The proposed method may be used for the processing, for purposes of encoding or compression of input data which may correspond, depending on the embodiment, to an image, a picture, a video frame, a video sequence, video content or video data.
While the invention has been described with respect to preferred embodiments, those skilled in the art will readily appreciate that various changes and/or modifications can be made to the invention without departing from the spirit or scope of the invention as defined by the appended claims.
Although this invention has been disclosed in the context of certain preferred embodiments, it should be understood that certain advantages, features and aspects of the systems, devices, and methods may be realized in a variety of other embodiments. Additionally, it is contemplated that various aspects and features described herein can be practiced separately, combined together, or substituted for one another, and that a variety of combination and sub-combinations of the features and aspects can be made and still fall within the scope of the invention. Furthermore, the systems and devices described above need not include all of the modules and functions described in the preferred embodiments.
Information and signals described herein can be represented using any of a variety of different technologies and techniques. For example, data, instructions, commands, information, signals, bits, symbols, and chips can be represented by voltages, currents, electromagnetic waves, magnetic fields or particles, optical fields or particles, or any combination thereof.
Depending on the embodiment, certain acts, events, or functions of any of the methods described herein can be performed in a different sequence, may be added, merged, or left out altogether (e.g., not all described acts or events are necessary for the practice of the method). Moreover, in certain embodiments, acts or events may be performed concurrently rather than sequentially.

Claims

1. A method for managing encoding of multimedia content stored in a file, comprising:

determining, using a supervised learning algorithm, a prediction of processing resources required for encoding the multimedia content, based on one or more multimedia content characteristics of the multimedia content and on one or more multimedia content encoding parameters for encoding the multimedia content; and

determining a processing configuration for encoding the multimedia content based on the prediction of processing resources.

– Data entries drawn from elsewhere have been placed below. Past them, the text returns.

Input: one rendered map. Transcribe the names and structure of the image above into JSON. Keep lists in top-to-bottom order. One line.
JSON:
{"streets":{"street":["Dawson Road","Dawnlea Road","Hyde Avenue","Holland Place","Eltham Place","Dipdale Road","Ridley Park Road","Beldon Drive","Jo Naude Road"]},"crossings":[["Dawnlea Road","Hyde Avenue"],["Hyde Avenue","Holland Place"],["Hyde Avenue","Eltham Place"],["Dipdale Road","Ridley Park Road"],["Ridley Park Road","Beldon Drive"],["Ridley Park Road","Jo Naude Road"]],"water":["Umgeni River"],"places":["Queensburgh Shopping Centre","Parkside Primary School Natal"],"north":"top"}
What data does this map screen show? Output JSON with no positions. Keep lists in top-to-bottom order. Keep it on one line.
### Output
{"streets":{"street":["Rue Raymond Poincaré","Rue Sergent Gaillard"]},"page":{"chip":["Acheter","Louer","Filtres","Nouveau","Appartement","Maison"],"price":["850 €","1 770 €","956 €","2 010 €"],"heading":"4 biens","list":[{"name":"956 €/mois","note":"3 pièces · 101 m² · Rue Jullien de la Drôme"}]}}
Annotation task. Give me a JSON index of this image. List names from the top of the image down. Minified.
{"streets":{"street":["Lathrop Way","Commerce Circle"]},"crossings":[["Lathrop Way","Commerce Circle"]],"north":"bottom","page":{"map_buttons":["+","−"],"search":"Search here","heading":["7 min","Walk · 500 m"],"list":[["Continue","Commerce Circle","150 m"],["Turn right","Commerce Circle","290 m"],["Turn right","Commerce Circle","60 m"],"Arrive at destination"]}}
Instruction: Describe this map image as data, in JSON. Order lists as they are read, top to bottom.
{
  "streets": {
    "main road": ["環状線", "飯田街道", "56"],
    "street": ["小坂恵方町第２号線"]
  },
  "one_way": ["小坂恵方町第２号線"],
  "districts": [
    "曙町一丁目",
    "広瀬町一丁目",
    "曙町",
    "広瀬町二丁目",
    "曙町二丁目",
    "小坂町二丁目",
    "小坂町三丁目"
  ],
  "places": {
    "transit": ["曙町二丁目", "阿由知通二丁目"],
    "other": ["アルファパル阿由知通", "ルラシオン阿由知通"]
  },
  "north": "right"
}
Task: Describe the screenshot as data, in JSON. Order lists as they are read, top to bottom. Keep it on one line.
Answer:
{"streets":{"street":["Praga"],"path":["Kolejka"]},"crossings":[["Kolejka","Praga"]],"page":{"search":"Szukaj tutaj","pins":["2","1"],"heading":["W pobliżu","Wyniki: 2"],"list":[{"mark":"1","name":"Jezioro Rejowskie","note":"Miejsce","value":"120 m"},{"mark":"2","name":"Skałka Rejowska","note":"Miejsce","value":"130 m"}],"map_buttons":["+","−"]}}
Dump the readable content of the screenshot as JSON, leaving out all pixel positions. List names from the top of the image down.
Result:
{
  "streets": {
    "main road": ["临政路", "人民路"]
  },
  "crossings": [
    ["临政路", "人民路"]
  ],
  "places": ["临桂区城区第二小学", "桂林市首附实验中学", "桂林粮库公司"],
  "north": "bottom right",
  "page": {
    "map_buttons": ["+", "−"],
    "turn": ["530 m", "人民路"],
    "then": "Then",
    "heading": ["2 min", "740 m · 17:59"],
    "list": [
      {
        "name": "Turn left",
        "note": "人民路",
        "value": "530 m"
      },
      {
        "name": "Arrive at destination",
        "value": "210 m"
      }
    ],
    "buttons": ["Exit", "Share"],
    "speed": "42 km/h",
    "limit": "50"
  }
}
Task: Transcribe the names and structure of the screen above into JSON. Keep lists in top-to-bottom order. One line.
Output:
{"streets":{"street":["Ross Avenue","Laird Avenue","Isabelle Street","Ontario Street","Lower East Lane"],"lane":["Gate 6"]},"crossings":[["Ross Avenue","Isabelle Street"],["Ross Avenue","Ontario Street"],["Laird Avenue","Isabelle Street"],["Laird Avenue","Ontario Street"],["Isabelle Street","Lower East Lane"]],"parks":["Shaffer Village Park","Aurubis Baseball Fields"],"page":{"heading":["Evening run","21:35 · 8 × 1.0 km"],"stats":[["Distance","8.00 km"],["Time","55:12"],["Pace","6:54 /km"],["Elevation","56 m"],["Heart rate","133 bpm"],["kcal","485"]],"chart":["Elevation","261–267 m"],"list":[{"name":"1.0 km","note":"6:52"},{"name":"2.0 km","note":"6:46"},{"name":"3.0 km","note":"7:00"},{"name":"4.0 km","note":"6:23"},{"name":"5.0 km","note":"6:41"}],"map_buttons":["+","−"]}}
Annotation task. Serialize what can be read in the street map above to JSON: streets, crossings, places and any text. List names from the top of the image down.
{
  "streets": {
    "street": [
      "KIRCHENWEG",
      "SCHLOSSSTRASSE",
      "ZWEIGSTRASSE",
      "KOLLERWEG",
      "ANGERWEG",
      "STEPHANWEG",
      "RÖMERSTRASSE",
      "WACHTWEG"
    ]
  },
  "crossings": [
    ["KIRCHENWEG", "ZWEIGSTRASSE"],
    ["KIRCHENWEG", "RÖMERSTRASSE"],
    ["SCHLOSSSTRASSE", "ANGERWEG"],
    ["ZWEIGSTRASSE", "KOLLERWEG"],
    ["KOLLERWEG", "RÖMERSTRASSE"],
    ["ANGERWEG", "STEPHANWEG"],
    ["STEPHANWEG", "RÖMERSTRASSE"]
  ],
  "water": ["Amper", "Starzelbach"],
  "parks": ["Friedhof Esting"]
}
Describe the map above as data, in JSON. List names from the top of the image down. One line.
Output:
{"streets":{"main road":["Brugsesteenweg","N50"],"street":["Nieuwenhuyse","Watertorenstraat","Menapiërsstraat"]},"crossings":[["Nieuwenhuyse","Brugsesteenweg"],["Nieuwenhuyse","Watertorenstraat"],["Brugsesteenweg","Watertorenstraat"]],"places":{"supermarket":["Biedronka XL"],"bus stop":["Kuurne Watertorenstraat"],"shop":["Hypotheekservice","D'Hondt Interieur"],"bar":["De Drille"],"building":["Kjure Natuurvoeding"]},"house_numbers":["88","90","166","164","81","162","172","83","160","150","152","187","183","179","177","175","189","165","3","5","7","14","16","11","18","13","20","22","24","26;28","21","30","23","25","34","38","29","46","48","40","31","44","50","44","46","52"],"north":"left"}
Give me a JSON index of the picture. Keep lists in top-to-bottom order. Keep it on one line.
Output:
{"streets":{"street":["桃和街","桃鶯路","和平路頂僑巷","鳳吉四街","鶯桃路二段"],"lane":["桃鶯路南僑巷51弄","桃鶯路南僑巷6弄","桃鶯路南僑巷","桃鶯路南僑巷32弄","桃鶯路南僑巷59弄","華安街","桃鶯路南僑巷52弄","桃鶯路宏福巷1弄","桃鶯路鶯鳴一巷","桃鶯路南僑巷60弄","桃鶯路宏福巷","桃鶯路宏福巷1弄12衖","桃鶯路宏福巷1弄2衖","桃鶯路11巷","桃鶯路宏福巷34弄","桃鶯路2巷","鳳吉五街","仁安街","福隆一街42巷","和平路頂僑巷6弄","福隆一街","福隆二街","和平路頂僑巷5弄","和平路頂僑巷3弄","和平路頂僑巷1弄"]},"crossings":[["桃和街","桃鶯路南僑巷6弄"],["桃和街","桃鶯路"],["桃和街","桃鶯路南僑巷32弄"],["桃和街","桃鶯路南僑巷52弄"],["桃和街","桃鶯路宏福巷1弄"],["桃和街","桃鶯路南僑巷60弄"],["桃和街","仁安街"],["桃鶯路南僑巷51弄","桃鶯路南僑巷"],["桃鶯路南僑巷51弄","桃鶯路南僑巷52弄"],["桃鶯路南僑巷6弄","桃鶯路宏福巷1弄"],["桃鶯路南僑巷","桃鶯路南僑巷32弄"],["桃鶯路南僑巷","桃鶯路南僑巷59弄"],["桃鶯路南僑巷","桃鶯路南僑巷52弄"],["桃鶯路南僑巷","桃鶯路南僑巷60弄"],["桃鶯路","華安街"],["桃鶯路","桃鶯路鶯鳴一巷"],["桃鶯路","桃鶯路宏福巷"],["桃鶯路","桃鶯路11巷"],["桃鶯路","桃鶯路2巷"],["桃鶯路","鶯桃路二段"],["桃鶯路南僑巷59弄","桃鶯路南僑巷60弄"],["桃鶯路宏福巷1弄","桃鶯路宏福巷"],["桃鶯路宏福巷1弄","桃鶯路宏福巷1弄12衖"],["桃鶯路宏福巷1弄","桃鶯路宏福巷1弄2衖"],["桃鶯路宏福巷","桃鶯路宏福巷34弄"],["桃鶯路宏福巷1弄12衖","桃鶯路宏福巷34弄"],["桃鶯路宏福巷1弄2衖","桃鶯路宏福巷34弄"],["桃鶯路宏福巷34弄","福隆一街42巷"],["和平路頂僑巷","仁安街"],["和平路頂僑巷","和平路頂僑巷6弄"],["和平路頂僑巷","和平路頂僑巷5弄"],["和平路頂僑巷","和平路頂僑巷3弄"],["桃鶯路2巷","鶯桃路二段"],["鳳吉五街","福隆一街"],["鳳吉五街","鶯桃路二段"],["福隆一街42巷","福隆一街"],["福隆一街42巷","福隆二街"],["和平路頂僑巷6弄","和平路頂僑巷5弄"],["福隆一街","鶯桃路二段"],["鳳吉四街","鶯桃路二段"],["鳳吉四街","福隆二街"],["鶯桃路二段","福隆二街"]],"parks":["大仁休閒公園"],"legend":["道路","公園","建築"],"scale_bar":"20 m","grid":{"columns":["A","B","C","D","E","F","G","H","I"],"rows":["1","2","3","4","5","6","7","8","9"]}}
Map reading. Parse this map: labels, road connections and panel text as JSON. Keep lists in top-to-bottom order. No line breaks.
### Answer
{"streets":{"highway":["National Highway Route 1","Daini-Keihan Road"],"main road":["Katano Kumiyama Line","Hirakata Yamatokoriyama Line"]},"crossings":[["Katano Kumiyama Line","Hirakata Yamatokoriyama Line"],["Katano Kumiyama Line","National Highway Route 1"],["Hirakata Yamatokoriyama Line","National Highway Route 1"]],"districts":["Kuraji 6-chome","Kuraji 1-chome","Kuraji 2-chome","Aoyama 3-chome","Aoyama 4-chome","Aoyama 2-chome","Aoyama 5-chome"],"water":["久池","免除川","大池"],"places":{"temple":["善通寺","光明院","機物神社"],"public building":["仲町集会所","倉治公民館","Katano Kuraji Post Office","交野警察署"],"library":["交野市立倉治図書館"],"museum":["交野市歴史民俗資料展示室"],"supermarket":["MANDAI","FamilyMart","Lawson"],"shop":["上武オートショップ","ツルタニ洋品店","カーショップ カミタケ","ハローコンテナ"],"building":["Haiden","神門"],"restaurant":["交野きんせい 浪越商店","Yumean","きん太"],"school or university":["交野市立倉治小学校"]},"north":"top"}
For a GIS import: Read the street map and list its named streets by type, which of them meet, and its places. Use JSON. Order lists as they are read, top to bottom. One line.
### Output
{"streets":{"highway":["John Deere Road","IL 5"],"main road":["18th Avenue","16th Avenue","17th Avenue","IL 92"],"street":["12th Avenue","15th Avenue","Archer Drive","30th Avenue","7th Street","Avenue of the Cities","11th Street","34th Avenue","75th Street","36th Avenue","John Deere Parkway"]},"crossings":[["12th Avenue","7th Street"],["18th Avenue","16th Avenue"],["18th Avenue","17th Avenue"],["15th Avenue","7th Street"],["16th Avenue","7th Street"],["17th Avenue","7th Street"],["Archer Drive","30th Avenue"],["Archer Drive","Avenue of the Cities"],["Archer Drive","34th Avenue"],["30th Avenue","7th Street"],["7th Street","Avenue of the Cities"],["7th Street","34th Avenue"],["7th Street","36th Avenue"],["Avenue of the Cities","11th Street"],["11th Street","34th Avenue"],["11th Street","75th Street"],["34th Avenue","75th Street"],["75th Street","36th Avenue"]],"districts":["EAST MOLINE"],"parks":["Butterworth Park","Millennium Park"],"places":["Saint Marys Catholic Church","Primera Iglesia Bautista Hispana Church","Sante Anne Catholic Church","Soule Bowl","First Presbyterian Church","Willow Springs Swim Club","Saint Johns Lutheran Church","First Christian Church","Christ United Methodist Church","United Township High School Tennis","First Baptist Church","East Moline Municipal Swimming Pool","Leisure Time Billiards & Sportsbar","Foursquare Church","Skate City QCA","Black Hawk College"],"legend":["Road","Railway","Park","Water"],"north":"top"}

2. The method according to claim 1, further comprising: encoding the multimedia content by a video encoder configured with the processing configuration.

3. The method according to claim 1, wherein the processing configuration comprises a configuration of a cloud instance, and wherein the encoding the multimedia content is performed by the cloud instance configured with the configuration of the cloud instance.

4. The method according to claim 1, further comprising a training phase for training a neural network implementing the supervised learning algorithm performed on a plurality of training multimedia content files, the training phase comprising, for a training multimedia content file of the plurality of training multimedia content files:

determining, based on the training multimedia content file, a reference prediction of processing resources required for encoding a training multimedia content contained in the training multimedia content file, and

performing training of the neural network based on input data comprising one or more multimedia content characteristics of the training multimedia content and on one or more multimedia content encoding parameters for encoding the training multimedia content, and based on the reference prediction of processing resources, to generate a prediction model for predicting a prediction of processing resources required for encoding multimedia content.

5. The method according to claim 4, wherein the training phase further comprises, for the training multimedia content file:

performing a plurality of encodings of the training multimedia content file using respective combinations of the one or more multimedia content encoding parameters; and

determining, for each of the plurality of encodings, a respective result.

6. The method according to claim 5, wherein one or more of the respective results comprise a respective combination of one or more performance metrics.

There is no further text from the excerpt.